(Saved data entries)
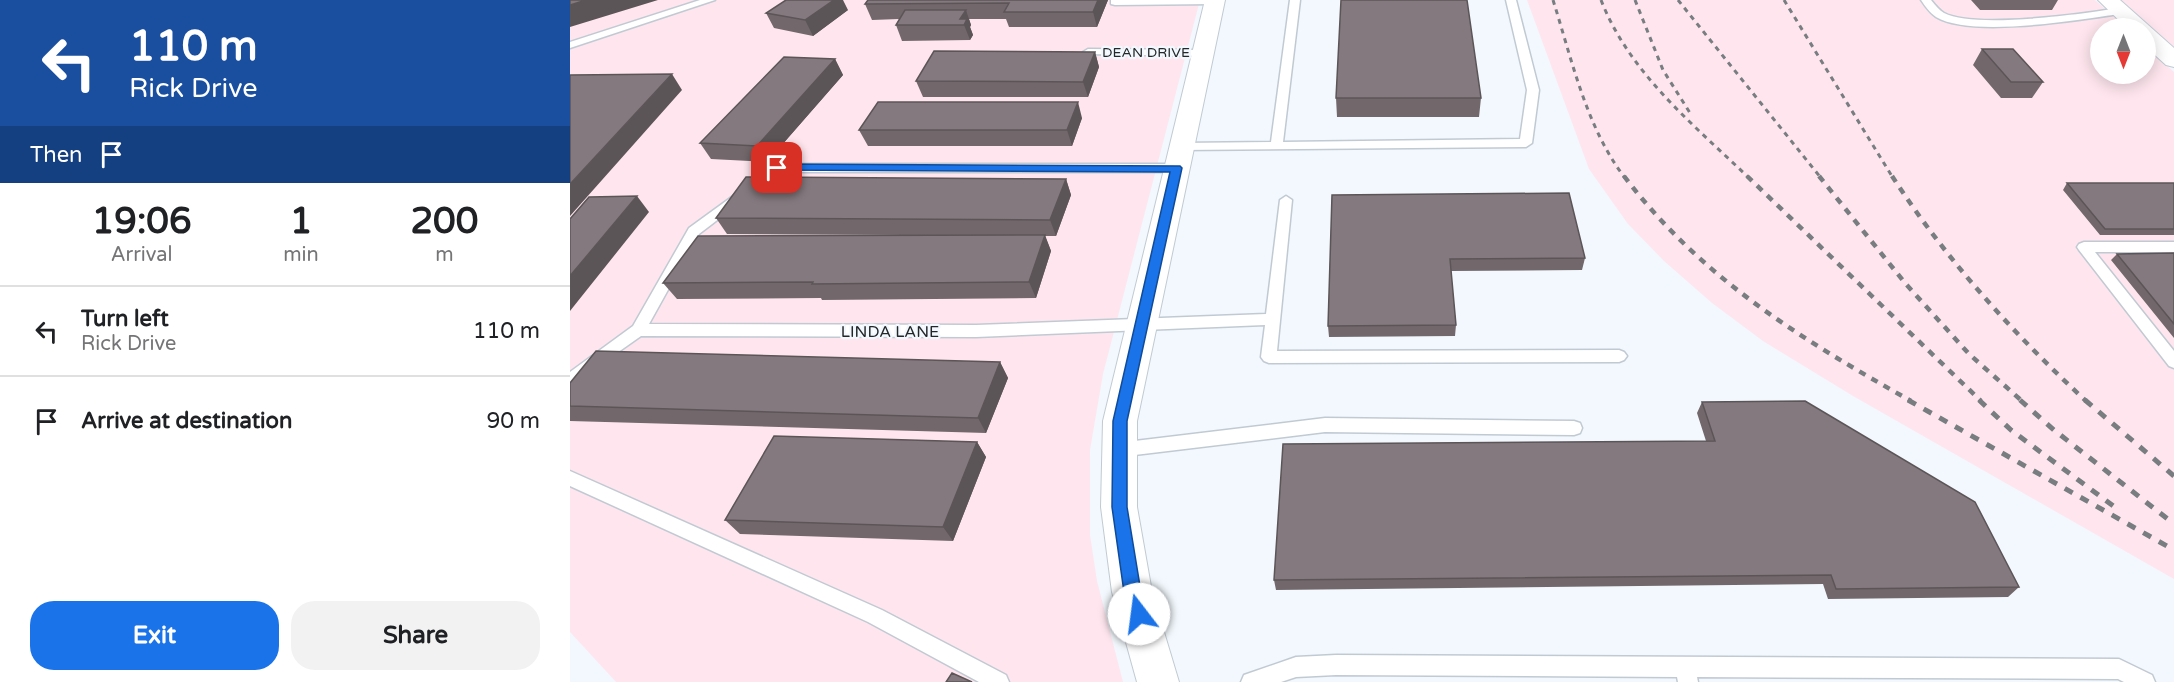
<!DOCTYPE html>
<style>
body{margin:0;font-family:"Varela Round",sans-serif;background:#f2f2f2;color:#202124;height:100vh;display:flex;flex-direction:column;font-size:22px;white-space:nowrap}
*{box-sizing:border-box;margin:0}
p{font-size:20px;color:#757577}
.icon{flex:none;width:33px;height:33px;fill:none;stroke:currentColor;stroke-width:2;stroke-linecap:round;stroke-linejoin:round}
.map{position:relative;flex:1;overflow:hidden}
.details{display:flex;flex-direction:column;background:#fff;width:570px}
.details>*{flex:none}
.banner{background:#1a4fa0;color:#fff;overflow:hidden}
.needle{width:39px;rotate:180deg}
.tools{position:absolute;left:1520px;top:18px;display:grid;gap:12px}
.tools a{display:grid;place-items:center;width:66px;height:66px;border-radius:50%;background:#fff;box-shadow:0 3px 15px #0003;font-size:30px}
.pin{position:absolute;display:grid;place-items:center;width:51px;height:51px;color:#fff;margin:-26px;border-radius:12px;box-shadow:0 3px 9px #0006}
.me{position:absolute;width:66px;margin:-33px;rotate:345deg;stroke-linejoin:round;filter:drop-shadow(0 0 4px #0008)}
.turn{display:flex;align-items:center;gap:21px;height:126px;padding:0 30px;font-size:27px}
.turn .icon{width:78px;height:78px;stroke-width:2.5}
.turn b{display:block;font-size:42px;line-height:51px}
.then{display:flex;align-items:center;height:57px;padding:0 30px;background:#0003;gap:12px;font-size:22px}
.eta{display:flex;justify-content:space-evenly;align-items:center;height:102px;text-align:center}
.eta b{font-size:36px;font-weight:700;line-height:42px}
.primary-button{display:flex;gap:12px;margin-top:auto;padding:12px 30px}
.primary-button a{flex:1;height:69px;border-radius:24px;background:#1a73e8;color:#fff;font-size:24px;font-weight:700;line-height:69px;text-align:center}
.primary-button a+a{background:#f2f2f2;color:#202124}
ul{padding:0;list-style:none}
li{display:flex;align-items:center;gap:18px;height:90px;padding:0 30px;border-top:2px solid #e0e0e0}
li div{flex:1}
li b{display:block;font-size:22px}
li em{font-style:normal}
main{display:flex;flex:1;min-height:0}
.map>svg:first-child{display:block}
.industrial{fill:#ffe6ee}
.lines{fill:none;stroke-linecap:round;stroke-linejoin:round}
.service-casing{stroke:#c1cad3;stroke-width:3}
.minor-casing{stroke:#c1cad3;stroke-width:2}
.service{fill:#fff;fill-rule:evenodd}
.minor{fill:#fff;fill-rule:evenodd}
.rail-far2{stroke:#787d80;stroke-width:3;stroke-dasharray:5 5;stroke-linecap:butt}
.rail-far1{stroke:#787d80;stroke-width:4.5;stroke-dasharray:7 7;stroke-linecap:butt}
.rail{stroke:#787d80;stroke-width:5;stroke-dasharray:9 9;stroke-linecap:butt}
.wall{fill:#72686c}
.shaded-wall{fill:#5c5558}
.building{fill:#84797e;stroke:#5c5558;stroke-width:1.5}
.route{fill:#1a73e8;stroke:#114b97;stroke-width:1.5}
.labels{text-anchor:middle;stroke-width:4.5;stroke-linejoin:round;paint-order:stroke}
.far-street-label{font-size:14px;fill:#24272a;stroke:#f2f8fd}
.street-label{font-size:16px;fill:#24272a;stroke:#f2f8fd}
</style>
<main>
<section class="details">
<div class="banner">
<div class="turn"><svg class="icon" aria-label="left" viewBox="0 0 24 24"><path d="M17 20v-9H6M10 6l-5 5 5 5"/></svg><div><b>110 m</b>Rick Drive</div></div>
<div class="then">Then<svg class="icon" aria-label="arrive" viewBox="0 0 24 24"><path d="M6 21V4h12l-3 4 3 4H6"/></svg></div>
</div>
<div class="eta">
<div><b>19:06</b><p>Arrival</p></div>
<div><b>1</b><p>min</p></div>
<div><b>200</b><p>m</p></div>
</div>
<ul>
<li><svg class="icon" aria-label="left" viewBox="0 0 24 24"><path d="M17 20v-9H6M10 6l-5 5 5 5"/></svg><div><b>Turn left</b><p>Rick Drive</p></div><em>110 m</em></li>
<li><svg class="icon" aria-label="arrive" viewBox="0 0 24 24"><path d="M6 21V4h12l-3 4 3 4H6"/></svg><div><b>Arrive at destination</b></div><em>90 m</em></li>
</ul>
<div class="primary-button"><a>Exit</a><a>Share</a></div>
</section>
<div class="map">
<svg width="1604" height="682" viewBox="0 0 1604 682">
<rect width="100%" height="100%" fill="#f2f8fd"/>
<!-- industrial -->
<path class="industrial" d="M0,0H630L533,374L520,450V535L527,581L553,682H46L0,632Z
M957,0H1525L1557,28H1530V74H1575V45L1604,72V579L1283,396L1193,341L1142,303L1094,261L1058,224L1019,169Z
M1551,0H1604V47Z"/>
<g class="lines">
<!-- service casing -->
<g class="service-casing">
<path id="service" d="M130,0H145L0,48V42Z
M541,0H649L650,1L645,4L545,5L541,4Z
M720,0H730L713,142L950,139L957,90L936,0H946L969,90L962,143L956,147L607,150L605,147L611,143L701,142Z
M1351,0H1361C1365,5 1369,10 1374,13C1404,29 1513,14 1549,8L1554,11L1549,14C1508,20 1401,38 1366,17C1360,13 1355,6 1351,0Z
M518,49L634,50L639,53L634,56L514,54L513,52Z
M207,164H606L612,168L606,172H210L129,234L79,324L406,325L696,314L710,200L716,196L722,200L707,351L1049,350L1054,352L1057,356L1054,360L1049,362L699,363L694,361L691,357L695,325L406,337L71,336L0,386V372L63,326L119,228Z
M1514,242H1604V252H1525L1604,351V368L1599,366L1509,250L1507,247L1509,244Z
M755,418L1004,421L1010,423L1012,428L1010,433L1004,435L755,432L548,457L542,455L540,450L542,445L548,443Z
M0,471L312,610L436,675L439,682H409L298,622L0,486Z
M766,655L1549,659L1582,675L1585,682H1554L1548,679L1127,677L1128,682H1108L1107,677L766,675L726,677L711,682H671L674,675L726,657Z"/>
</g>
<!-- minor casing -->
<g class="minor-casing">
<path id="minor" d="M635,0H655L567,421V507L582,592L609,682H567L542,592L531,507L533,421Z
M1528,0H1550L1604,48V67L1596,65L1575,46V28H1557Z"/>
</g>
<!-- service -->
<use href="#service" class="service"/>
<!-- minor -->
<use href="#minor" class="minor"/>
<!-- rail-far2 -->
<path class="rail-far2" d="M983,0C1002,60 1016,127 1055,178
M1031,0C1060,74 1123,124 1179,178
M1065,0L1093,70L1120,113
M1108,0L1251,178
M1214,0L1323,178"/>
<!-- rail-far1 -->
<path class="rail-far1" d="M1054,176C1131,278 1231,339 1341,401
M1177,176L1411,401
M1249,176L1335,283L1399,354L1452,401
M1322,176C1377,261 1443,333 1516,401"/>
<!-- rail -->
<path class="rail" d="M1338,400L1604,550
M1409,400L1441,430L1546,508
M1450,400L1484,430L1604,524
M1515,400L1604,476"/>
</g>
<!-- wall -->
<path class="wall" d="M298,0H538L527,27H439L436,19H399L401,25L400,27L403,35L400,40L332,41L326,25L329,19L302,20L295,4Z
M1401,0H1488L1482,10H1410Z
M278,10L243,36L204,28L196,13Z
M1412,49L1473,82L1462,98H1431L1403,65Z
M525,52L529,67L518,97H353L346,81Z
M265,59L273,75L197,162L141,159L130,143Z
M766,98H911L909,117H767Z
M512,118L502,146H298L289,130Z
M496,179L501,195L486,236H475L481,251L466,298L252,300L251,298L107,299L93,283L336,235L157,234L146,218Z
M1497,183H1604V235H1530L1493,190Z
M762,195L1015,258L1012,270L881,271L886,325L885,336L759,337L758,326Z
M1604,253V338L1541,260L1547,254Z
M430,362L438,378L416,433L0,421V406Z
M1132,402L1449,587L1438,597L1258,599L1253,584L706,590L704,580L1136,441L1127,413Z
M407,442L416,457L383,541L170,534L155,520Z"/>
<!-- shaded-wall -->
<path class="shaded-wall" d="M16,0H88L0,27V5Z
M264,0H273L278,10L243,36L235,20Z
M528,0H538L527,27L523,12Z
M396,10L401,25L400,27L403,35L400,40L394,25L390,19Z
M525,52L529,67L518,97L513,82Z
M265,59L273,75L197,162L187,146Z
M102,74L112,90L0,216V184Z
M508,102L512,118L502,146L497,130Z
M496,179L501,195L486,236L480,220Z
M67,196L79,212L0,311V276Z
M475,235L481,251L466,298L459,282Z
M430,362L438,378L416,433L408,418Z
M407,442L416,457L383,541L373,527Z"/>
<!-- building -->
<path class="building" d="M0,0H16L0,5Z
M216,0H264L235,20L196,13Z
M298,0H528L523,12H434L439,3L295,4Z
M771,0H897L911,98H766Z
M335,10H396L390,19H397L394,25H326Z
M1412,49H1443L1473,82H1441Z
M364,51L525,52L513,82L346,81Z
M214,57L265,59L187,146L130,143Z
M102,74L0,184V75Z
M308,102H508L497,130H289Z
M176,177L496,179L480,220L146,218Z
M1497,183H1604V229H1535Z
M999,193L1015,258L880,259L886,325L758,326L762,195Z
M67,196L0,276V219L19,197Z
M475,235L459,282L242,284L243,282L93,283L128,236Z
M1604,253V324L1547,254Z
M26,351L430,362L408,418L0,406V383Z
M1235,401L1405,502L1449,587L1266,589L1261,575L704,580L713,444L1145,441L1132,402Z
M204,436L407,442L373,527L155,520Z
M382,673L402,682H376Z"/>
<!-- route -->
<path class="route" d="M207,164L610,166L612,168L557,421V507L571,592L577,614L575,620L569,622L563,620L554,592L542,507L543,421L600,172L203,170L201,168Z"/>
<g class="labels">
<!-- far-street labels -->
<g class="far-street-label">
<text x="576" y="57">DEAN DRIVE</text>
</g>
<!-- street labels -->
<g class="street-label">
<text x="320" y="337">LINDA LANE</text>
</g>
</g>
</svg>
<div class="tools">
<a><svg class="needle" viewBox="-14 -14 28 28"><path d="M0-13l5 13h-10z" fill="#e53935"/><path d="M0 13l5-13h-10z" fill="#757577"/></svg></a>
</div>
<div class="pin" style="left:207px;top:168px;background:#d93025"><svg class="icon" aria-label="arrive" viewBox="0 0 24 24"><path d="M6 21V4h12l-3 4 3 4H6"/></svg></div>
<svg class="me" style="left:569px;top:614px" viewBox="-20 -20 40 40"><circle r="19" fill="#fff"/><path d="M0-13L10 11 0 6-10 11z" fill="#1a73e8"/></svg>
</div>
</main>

[Exercise goal]
Every line above that has the string "details" needs to be copied.

[Answer box]
.details{display:flex;flex-direction:column;background:#fff;width:570px}
.details>*{flex:none}
<section class="details">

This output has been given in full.